[Problem]: Please copy the entries below word for word.

[Extracted information]:

_____

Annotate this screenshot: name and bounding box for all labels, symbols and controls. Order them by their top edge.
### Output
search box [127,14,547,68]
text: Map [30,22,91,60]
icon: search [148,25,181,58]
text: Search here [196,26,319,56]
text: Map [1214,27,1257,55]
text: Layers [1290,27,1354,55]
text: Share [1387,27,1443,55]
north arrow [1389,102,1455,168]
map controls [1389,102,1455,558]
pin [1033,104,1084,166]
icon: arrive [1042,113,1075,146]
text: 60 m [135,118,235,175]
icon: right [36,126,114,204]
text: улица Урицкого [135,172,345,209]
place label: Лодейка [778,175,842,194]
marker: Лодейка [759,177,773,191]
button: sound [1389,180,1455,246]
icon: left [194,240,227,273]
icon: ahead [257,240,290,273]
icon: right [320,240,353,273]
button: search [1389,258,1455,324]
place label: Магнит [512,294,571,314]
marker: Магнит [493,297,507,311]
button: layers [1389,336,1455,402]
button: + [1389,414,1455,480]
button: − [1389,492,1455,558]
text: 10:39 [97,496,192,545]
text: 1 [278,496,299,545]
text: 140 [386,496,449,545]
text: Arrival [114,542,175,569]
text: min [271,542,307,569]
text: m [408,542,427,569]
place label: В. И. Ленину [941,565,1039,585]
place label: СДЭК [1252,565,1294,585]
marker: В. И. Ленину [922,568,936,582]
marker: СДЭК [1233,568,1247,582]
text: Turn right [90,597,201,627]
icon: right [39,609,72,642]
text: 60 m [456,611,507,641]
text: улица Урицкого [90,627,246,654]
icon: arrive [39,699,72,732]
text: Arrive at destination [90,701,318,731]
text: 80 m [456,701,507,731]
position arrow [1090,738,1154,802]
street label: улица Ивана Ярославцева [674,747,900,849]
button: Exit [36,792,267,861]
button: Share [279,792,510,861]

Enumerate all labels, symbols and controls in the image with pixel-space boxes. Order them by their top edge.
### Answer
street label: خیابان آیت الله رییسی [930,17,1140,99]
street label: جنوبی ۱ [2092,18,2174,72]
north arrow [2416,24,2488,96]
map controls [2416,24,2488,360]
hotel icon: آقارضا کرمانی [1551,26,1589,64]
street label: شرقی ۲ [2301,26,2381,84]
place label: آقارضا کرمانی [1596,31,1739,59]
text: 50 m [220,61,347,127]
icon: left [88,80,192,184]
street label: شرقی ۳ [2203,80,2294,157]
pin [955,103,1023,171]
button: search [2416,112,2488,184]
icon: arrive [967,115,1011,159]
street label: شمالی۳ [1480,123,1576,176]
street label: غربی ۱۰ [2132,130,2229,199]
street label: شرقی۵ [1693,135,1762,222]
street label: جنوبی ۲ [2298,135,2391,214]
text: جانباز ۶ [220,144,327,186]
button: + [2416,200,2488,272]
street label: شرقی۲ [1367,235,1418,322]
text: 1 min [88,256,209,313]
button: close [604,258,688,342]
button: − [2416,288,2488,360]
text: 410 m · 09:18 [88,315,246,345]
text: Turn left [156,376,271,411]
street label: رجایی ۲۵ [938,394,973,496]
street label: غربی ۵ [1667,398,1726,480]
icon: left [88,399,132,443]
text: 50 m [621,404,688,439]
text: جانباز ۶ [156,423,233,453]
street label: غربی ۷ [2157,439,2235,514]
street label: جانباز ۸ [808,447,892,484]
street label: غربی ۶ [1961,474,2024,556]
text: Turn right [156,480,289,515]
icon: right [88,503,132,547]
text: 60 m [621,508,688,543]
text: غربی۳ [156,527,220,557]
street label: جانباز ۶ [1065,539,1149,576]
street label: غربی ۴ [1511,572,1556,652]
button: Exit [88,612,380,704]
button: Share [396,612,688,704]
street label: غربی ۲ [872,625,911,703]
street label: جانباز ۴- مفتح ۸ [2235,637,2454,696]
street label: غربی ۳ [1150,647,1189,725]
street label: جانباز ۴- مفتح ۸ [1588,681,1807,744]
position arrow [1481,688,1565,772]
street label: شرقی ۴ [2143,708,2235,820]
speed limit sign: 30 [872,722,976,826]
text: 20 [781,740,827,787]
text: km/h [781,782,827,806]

_____

[Answer space]:
Annotate this screenshot: name and bounding box for all labels, symbols and controls. Order them by their top edge.
### Output
search box [127,14,547,68]
text: Map [30,22,91,60]
icon: search [148,25,181,58]
text: Search here [196,26,319,56]
text: Map [1214,27,1257,55]
text: Layers [1290,27,1354,55]
text: Share [1387,27,1443,55]
north arrow [1389,102,1455,168]
map controls [1389,102,1455,558]
pin [1033,104,1084,166]
icon: arrive [1042,113,1075,146]
text: 60 m [135,118,235,175]
icon: right [36,126,114,204]
text: улица Урицкого [135,172,345,209]
place label: Лодейка [778,175,842,194]
marker: Лодейка [759,177,773,191]
button: sound [1389,180,1455,246]
icon: left [194,240,227,273]
icon: ahead [257,240,290,273]
icon: right [320,240,353,273]
button: search [1389,258,1455,324]
place label: Магнит [512,294,571,314]
marker: Магнит [493,297,507,311]
button: layers [1389,336,1455,402]
button: + [1389,414,1455,480]
button: − [1389,492,1455,558]
text: 10:39 [97,496,192,545]
text: 1 [278,496,299,545]
text: 140 [386,496,449,545]
text: Arrival [114,542,175,569]
text: min [271,542,307,569]
text: m [408,542,427,569]
place label: В. И. Ленину [941,565,1039,585]
place label: СДЭК [1252,565,1294,585]
marker: В. И. Ленину [922,568,936,582]
marker: СДЭК [1233,568,1247,582]
text: Turn right [90,597,201,627]
icon: right [39,609,72,642]
text: 60 m [456,611,507,641]
text: улица Урицкого [90,627,246,654]
icon: arrive [39,699,72,732]
text: Arrive at destination [90,701,318,731]
text: 80 m [456,701,507,731]
position arrow [1090,738,1154,802]
street label: улица Ивана Ярославцева [674,747,900,849]
button: Exit [36,792,267,861]
button: Share [279,792,510,861]

Enumerate all labels, symbols and controls in the image with pixel-space boxes. Order them by their top edge.
### Answer
street label: خیابان آیت الله رییسی [930,17,1140,99]
street label: جنوبی ۱ [2092,18,2174,72]
north arrow [2416,24,2488,96]
map controls [2416,24,2488,360]
hotel icon: آقارضا کرمانی [1551,26,1589,64]
street label: شرقی ۲ [2301,26,2381,84]
place label: آقارضا کرمانی [1596,31,1739,59]
text: 50 m [220,61,347,127]
icon: left [88,80,192,184]
street label: شرقی ۳ [2203,80,2294,157]
pin [955,103,1023,171]
button: search [2416,112,2488,184]
icon: arrive [967,115,1011,159]
street label: شمالی۳ [1480,123,1576,176]
street label: غربی ۱۰ [2132,130,2229,199]
street label: شرقی۵ [1693,135,1762,222]
street label: جنوبی ۲ [2298,135,2391,214]
text: جانباز ۶ [220,144,327,186]
button: + [2416,200,2488,272]
street label: شرقی۲ [1367,235,1418,322]
text: 1 min [88,256,209,313]
button: close [604,258,688,342]
button: − [2416,288,2488,360]
text: 410 m · 09:18 [88,315,246,345]
text: Turn left [156,376,271,411]
street label: رجایی ۲۵ [938,394,973,496]
street label: غربی ۵ [1667,398,1726,480]
icon: left [88,399,132,443]
text: 50 m [621,404,688,439]
text: جانباز ۶ [156,423,233,453]
street label: غربی ۷ [2157,439,2235,514]
street label: جانباز ۸ [808,447,892,484]
street label: غربی ۶ [1961,474,2024,556]
text: Turn right [156,480,289,515]
icon: right [88,503,132,547]
text: 60 m [621,508,688,543]
text: غربی۳ [156,527,220,557]
street label: جانباز ۶ [1065,539,1149,576]
street label: غربی ۴ [1511,572,1556,652]
button: Exit [88,612,380,704]
button: Share [396,612,688,704]
street label: غربی ۲ [872,625,911,703]
street label: جانباز ۴- مفتح ۸ [2235,637,2454,696]
street label: غربی ۳ [1150,647,1189,725]
street label: جانباز ۴- مفتح ۸ [1588,681,1807,744]
position arrow [1481,688,1565,772]
street label: شرقی ۴ [2143,708,2235,820]
speed limit sign: 30 [872,722,976,826]
text: 20 [781,740,827,787]
text: km/h [781,782,827,806]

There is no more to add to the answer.